The Ministry of Finance said on Tuesday that the decision was “a last resort to prevent a further deterioration in the financial situation of the Republic”. The announcement added: “It is now apparent that any further delays risk causing permanent damage to the Sri Lankan economy and potentially irreversible damage to the holders of the country’s external debt.” However, the Rajapaksa party, which citizens had elected to govern, lost its majority in parliament last week. Due solely to the resignation of many ministers, bailout talks with the IMF continue to be delayed. Sabry announced that he would fly to Washington on Easter Monday to begin negotiations with multilateral organizations. So far, there are not even enough qualified participants in the mission, which is vital for the state with its 22 million people, except for Weerasinghe.

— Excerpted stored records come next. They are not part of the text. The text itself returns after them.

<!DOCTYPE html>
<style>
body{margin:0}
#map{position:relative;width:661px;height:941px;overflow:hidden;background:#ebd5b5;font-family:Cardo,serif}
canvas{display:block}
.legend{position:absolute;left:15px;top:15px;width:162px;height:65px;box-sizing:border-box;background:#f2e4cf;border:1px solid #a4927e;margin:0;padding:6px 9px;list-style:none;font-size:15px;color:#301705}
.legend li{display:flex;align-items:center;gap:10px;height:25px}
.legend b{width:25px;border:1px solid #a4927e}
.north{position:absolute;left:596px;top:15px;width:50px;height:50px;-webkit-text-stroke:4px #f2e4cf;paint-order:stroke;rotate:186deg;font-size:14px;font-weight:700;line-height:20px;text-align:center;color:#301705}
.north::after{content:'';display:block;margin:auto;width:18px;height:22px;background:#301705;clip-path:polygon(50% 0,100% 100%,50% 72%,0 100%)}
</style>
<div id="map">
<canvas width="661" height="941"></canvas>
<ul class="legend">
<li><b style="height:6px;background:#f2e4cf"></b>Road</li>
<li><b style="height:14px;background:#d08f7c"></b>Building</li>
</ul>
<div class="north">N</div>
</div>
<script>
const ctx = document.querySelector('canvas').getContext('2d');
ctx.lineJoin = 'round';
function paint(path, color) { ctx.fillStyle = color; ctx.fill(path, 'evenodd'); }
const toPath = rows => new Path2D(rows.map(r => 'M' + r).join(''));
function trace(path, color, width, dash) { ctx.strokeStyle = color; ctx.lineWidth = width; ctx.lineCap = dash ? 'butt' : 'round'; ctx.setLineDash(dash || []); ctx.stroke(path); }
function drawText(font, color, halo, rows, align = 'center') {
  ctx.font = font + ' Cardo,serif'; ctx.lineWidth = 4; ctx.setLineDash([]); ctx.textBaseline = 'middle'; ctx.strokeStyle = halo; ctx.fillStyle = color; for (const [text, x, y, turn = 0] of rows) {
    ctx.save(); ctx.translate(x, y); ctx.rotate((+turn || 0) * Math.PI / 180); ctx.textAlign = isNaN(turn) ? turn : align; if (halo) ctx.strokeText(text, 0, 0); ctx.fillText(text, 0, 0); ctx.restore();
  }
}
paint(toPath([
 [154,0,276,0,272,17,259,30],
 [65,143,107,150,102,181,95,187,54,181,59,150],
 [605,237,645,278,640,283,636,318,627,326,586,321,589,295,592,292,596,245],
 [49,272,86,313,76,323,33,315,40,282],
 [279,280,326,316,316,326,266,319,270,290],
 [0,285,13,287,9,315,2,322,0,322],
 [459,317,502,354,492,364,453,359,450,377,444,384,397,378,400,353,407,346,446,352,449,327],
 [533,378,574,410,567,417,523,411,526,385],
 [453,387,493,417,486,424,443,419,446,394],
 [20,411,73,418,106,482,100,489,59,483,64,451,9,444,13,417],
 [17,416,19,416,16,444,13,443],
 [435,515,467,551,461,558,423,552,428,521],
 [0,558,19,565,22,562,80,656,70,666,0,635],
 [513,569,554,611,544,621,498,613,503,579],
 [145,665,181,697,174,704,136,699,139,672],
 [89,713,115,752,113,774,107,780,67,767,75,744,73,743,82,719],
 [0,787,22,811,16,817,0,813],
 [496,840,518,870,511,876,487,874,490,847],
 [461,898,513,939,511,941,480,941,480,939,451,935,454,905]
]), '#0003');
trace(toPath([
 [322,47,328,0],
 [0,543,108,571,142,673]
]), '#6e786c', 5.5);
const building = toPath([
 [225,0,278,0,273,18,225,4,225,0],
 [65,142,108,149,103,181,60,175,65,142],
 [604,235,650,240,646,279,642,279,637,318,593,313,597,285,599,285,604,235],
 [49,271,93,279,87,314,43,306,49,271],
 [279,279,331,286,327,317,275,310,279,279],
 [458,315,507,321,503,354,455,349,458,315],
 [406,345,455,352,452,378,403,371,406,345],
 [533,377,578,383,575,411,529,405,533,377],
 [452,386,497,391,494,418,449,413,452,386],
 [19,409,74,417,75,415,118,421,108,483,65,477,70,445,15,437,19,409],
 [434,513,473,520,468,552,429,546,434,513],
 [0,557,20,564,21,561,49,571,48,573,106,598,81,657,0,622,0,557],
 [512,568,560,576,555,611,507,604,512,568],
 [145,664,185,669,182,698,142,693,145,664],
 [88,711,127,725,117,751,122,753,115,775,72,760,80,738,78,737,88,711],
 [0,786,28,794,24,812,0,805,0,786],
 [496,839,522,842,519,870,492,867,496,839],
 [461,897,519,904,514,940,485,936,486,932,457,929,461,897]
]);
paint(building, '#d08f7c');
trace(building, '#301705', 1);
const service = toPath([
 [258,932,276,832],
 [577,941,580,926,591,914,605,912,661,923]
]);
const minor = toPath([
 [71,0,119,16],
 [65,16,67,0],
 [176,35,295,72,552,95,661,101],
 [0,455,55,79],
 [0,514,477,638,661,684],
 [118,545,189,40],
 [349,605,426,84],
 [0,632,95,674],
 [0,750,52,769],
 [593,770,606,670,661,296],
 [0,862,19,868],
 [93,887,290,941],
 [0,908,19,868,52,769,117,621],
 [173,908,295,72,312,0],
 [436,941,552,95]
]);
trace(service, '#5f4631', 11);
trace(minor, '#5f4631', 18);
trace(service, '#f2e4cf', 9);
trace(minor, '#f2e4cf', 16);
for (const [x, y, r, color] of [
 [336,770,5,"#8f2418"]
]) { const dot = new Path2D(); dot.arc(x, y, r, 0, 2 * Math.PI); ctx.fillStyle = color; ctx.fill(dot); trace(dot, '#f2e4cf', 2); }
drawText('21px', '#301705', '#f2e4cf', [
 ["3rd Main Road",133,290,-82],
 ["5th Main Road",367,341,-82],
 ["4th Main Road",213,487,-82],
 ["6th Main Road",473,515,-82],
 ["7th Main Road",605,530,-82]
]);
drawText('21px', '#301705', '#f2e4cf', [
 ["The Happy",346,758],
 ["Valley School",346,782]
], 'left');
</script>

The central bank governor sought Tuesday morning to reassure markets that had been anticipating the collapse for months. “It will be temporary until we reach an agreement with creditors and support through a program with the IMF,” he urged the fund in Washington. “We must focus on essential imports and not worry about servicing external debt,” he added.

Sri Lanka needs $3 billion immediately to pay for its most urgent imports. On April 18, $36 million and $42.2 million in interest are due on two bonds, and on July 25, another $1.03 billion is due to be repaid. In total, at least $7 billion in loans are due in 2022. The value of all dollar obligations is just under $13 billion. But at the end of March, Sri Lanka’s dollar reserves stood at just $1.94 billion. The rupee lost another 0.5% of its value against the dollar on Tuesday. Stock trading is suspended this week. Last week, the Colombo Stock Exchange only opened intermittently due to power outages.